Posted by Lisa on 9:13 AM
In a world full of tech-savvy people, it's no wonder Internet dating sites have become so popular. And while there is still a slight stigma attached to Internet dating, in most circles it has become an accepted practice for the busy individual. I mean, how else are you supposed to meet people when you no longer frequent the bars, your friends are all married and your workplace is predominantly female?

What I have discovered from venturing into the virtual dating world is it's a lot less intimidating in a number of ways. It's kind of like browsing through a people catalogue, which allows you to quickly review and discard undesirable potential candi-'dates' (get it? ha ha!) without them ever knowing they've been considered and rejected.

Through my limited experience I have learned some important lessons about what types of profiles to avoid, and today I am going to share this valuable knowledge with you, my loyal fan base (aka Anne Marie and Jackie).

Top 5 Profiles to Avoid

1. No Photos Included. Okay, yeah, so I'm starting with a bit of a no-brainer. But there's really no reason to hide something unless you've got something to hide. Now I've heard all the great excuses that exist as to why one doesn't include a photo with their profile. But the truth is, top-secret agent with the CIA or not, I am going to need to have some idea of what you look like before I agree to a date. And no, I'm not going to trust your description. Or your mom's. And I don't care what your female friends think.
2. Only Has One Photo / Only Includes Photos in Profile and/or Sunglasses. Sure, he might look super-hot, and you'll be tempted. Now I know you're thinking, "But he's super hot!" And maybe, just maybe, he really is. But the reality is more likely one of two possibilities - either it's the best photo ever taken in his life, or it's not really him. And yes, people do that. I personally operate on a three photo minimum in order to ensure some consistency. Sunglasses and profile photos don't count either as they are very misleading. If you can't see them face on and look into their eyes, don't go there! Just trust me on this one.

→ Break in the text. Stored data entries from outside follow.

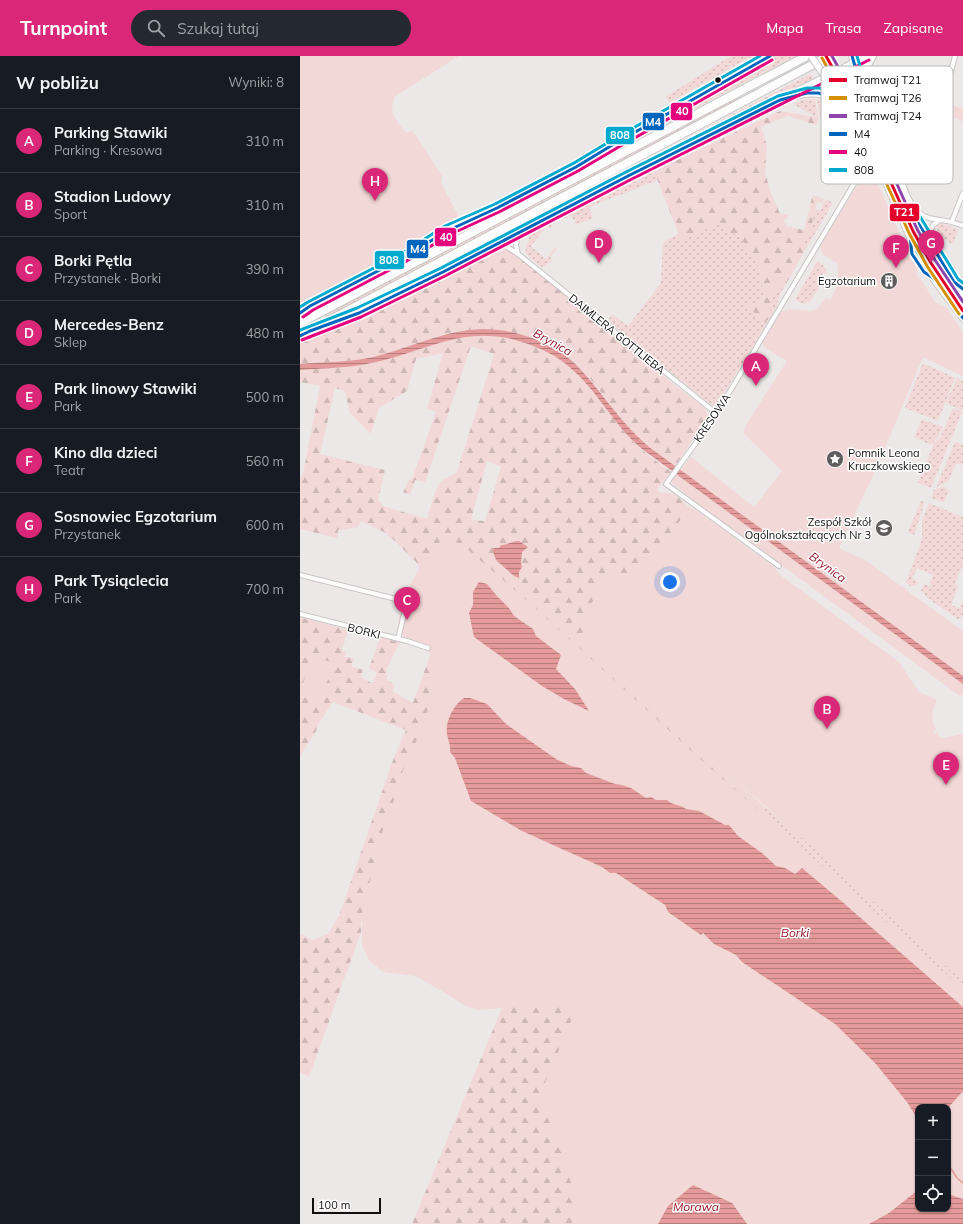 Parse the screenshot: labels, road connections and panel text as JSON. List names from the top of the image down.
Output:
{
  "streets": {
    "street": ["DAIMLERA GOTTLIEBA", "KRESOWA", "BORKI"]
  },
  "crossings": [
    ["DAIMLERA GOTTLIEBA", "KRESOWA"]
  ],
  "water": ["Brynica", "Borki", "Morawa"],
  "places": {
    "building": ["Egzotarium"],
    "place": ["Pomnik Leona Kruczkowskiego"],
    "school or university": ["Zespół Szkół Ogólnokształcących Nr 3"]
  },
  "lines": [
    "tram line T21",
    "tram line T24",
    "transit line M4",
    "transit line 808",
    "tram line T26",
    "transit line 40"
  ],
  "legend": [
    "Tramwaj T21",
    "Tramwaj T26",
    "Tramwaj T24",
    "M4",
    "40",
    "808"
  ],
  "scale_bar": "100 m",
  "page": {
    "header": "Turnpoint",
    "search": "Szukaj tutaj",
    "nav": ["Mapa", "Trasa", "Zapisane"],
    "heading": ["W pobliżu", "Wyniki: 8"],
    "list": [
      {
        "mark": "A",
        "name": "Parking Stawiki",
        "note": "Parking · Kresowa",
        "value": "310 m"
      },
      {
        "mark": "B",
        "name": "Stadion Ludowy",
        "note": "Sport",
        "value": "310 m"
      },
      {
        "mark": "C",
        "name": "Borki Pętla",
        "note": "Przystanek · Borki",
        "value": "390 m"
      },
      {
        "mark": "D",
        "name": "Mercedes-Benz",
        "note": "Sklep",
        "value": "480 m"
      },
      {
        "mark": "E",
        "name": "Park linowy Stawiki",
        "note": "Park",
        "value": "500 m"
      },
      {
        "mark": "F",
        "name": "Kino dla dzieci",
        "note": "Teatr",
        "value": "560 m"
      },
      {
        "mark": "G",
        "name": "Sosnowiec Egzotarium",
        "note": "Przystanek",
        "value": "600 m"
      },
      {
        "mark": "H",
        "name": "Park Tysiąclecia",
        "note": "Park",
        "value": "700 m"
      }
    ],
    "pins": [
      "H",
      "D",
      "G",
      "F",
      "A",
      "C",
      "B",
      "E"
    ],
    "map_buttons": ["+", "−"],
    "scale": "100 m"
  }
}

3. Little to No Effort. Listen, I know these profile things are a pain in the ass to fill out. Nobody really enjoys talking about themselves ad nauseum. But the reality is, you're trying to sell yourself to an unknown customer base, and people are never impressed by a lackluster sales pitch. Think about it this way - if he puts that little effort into capturing your attention in the first place, what do you think he'll be like once he has it?

4. Poor Spelling and Grammar. Maybe it's the English teacher in me, but I just cringe when I read profiles without capitalization or proper punctuation, not to mention prolific use of run-on sentences, poor spelling and horrible text/IM short forms. If I wanted to date a 19 year old I'd go pick one up at the Brunswick House on any given Thursday-Saturday. Again, it's about first impressions, and to me this just says sloppy.



5. Lack of Common Interests. Okay again, this one should be a no-brainer, except sometimes, it's not. The thing is, like with most catalogues, sometimes we get so hung up on the pretty pictures we forget to pay attention to the description underneath. That's how you end up on a date with Leaf fan who takes you to a D&D role playing party. Seriously, though opposites do attract, make sure you consider what differences might be deal breakers. For me, a guy has to be somewhat sporty, as sports (both watching and playing) are a big part of my life. He may be hot, but if you're complete opposites in every way, your wasting you time. Unless of course, you've always secretly wanted to attend a D&D party.

Trust me when I tell you all of these tips are the product of some hard earned experience.  I had to make each one of these mistakes (sometimes more than once!) to figure out they were in fact mistakes.  I'd like to say that if even one person is able to benefit from the wisdom I gathered through these horrific dating experiences that it was well worth it, but I'd be lying.  But I hope someone does anyway.